# Activity
Retype the listing below exactly, pictures removed.

# The data
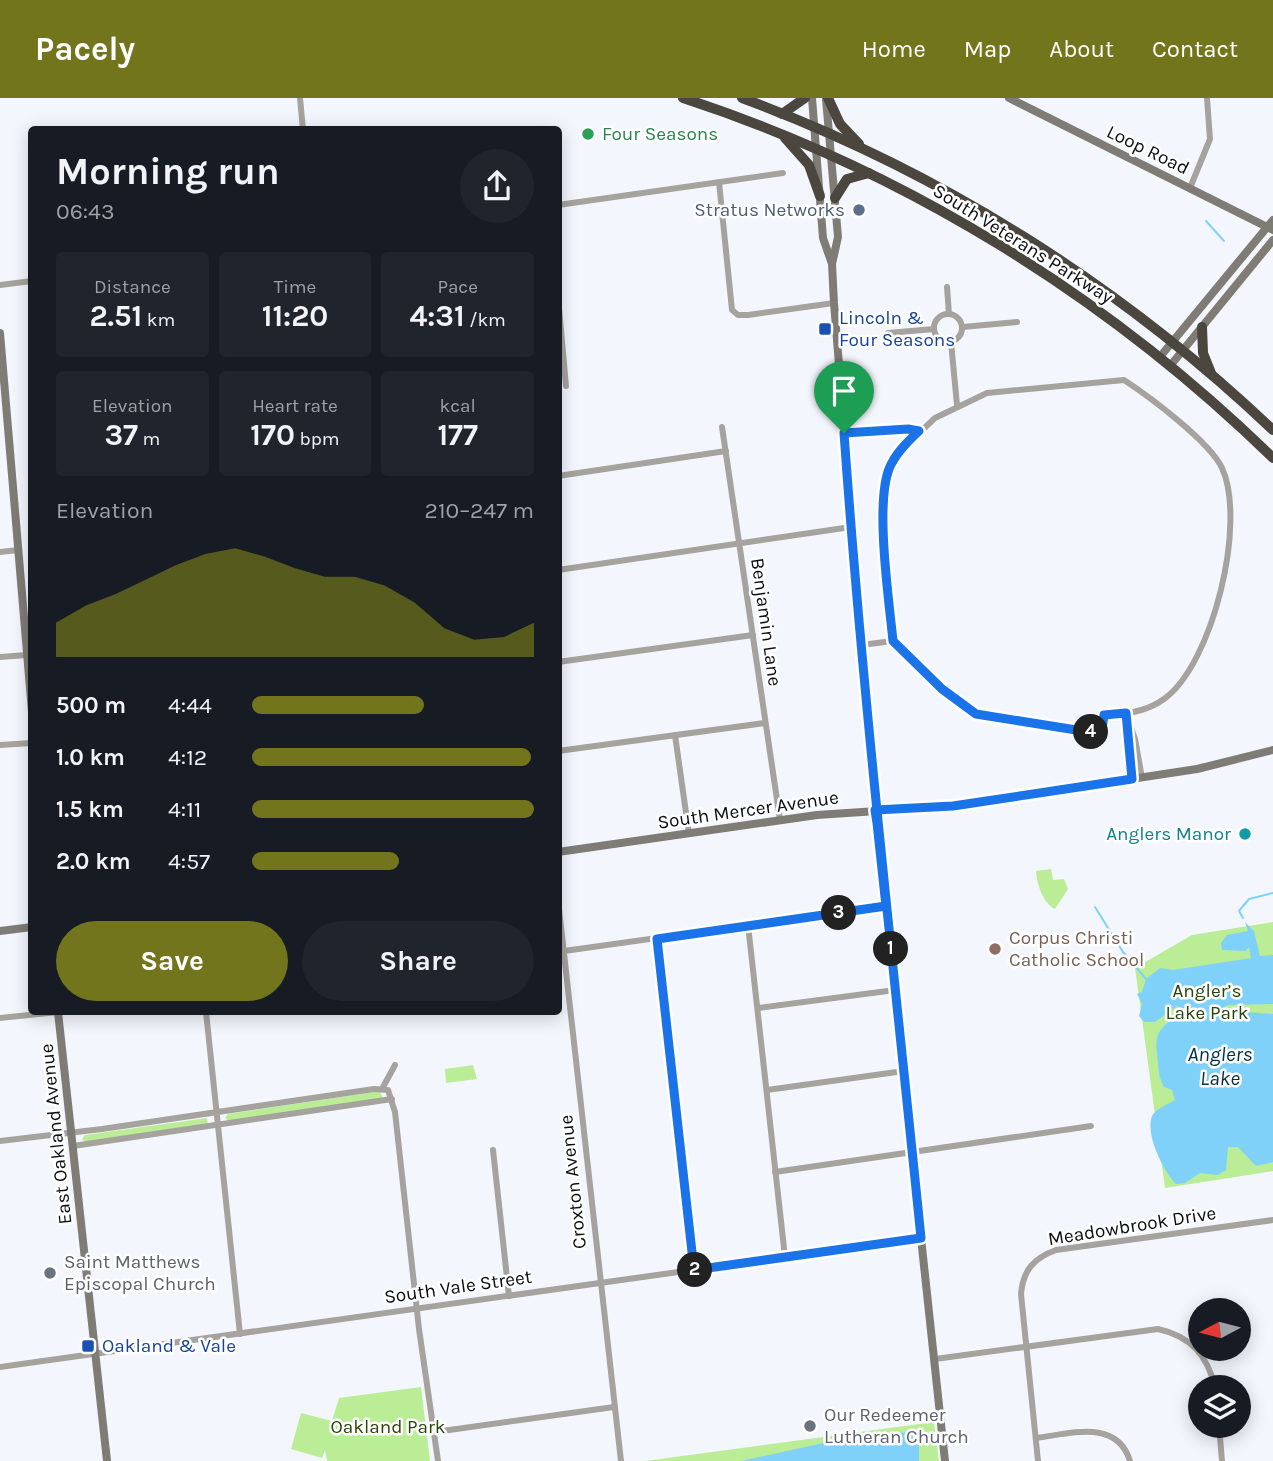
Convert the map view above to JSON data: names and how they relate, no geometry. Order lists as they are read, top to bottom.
{
  "streets": {
    "highway": ["South Veterans Parkway"],
    "main road": ["Loop Road", "South Mercer Avenue", "East Oakland Avenue"],
    "street": [
      "Benjamin Lane",
      "Croxton Avenue",
      "Meadowbrook Drive",
      "South Vale Street"
    ]
  },
  "crossings": [
    ["Benjamin Lane", "South Mercer Avenue"],
    ["East Oakland Avenue", "South Vale Street"],
    ["Croxton Avenue", "South Vale Street"]
  ],
  "water": ["Anglers Lake"],
  "parks": ["Angler’s Lake Park", "Oakland Park"],
  "places": {
    "other": [
      "Four Seasons",
      "Stratus Networks",
      "Anglers Manor",
      "Corpus Christi Catholic School",
      "Saint Matthews Episcopal Church",
      "Our Redeemer Lutheran Church"
    ],
    "transit": ["Lincoln & Four Seasons", "Oakland & Vale"]
  },
  "north": "left",
  "page": {
    "header": "Pacely",
    "nav": [
      "Home",
      "Map",
      "About",
      "Contact"
    ],
    "heading": ["Morning run", "06:43"],
    "stats": [
      ["Distance", "2.51 km"],
      ["Time", "11:20"],
      ["Pace", "4:31 /km"],
      ["Elevation", "37 m"],
      ["Heart rate", "170 bpm"],
      ["kcal", "177"]
    ],
    "chart": ["Elevation", "210–247 m"],
    "list": [
      {
        "name": "500 m",
        "note": "4:44"
      },
      {
        "name": "1.0 km",
        "note": "4:12"
      },
      {
        "name": "1.5 km",
        "note": "4:11"
      },
      {
        "name": "2.0 km",
        "note": "4:57"
      }
    ],
    "pins": [
      "4",
      "3",
      "1",
      "2"
    ],
    "buttons": ["Save", "Share"]
  }
}
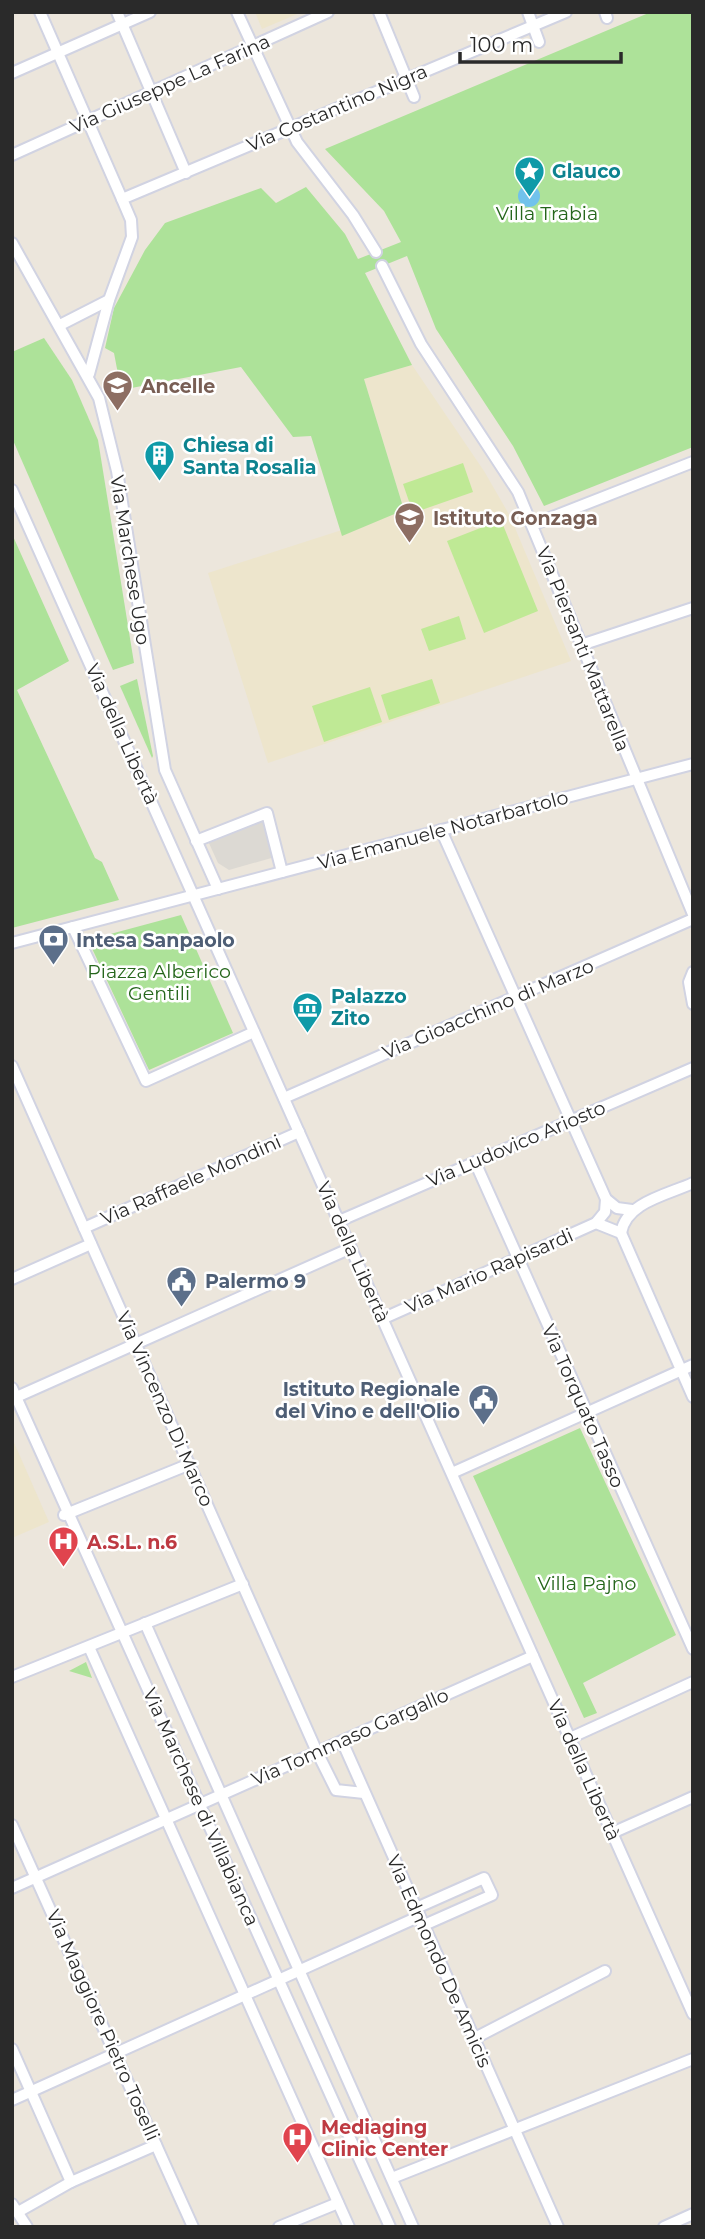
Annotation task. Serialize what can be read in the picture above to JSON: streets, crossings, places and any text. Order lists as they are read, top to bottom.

# Response to the task
Convert the map view above to JSON data: names and how they relate, no geometry. Order lists as they are read, top to bottom.
{
  "streets": {
    "highway": ["South Veterans Parkway"],
    "main road": ["Loop Road", "South Mercer Avenue", "East Oakland Avenue"],
    "street": [
      "Benjamin Lane",
      "Croxton Avenue",
      "Meadowbrook Drive",
      "South Vale Street"
    ]
  },
  "crossings": [
    ["Benjamin Lane", "South Mercer Avenue"],
    ["East Oakland Avenue", "South Vale Street"],
    ["Croxton Avenue", "South Vale Street"]
  ],
  "water": ["Anglers Lake"],
  "parks": ["Angler’s Lake Park", "Oakland Park"],
  "places": {
    "other": [
      "Four Seasons",
      "Stratus Networks",
      "Anglers Manor",
      "Corpus Christi Catholic School",
      "Saint Matthews Episcopal Church",
      "Our Redeemer Lutheran Church"
    ],
    "transit": ["Lincoln & Four Seasons", "Oakland & Vale"]
  },
  "north": "left",
  "page": {
    "header": "Pacely",
    "nav": [
      "Home",
      "Map",
      "About",
      "Contact"
    ],
    "heading": ["Morning run", "06:43"],
    "stats": [
      ["Distance", "2.51 km"],
      ["Time", "11:20"],
      ["Pace", "4:31 /km"],
      ["Elevation", "37 m"],
      ["Heart rate", "170 bpm"],
      ["kcal", "177"]
    ],
    "chart": ["Elevation", "210–247 m"],
    "list": [
      {
        "name": "500 m",
        "note": "4:44"
      },
      {
        "name": "1.0 km",
        "note": "4:12"
      },
      {
        "name": "1.5 km",
        "note": "4:11"
      },
      {
        "name": "2.0 km",
        "note": "4:57"
      }
    ],
    "pins": [
      "4",
      "3",
      "1",
      "2"
    ],
    "buttons": ["Save", "Share"]
  }
}
Annotation task. Serialize what can be read in the picture above to JSON: streets, crossings, places and any text. Order lists as they are read, top to bottom.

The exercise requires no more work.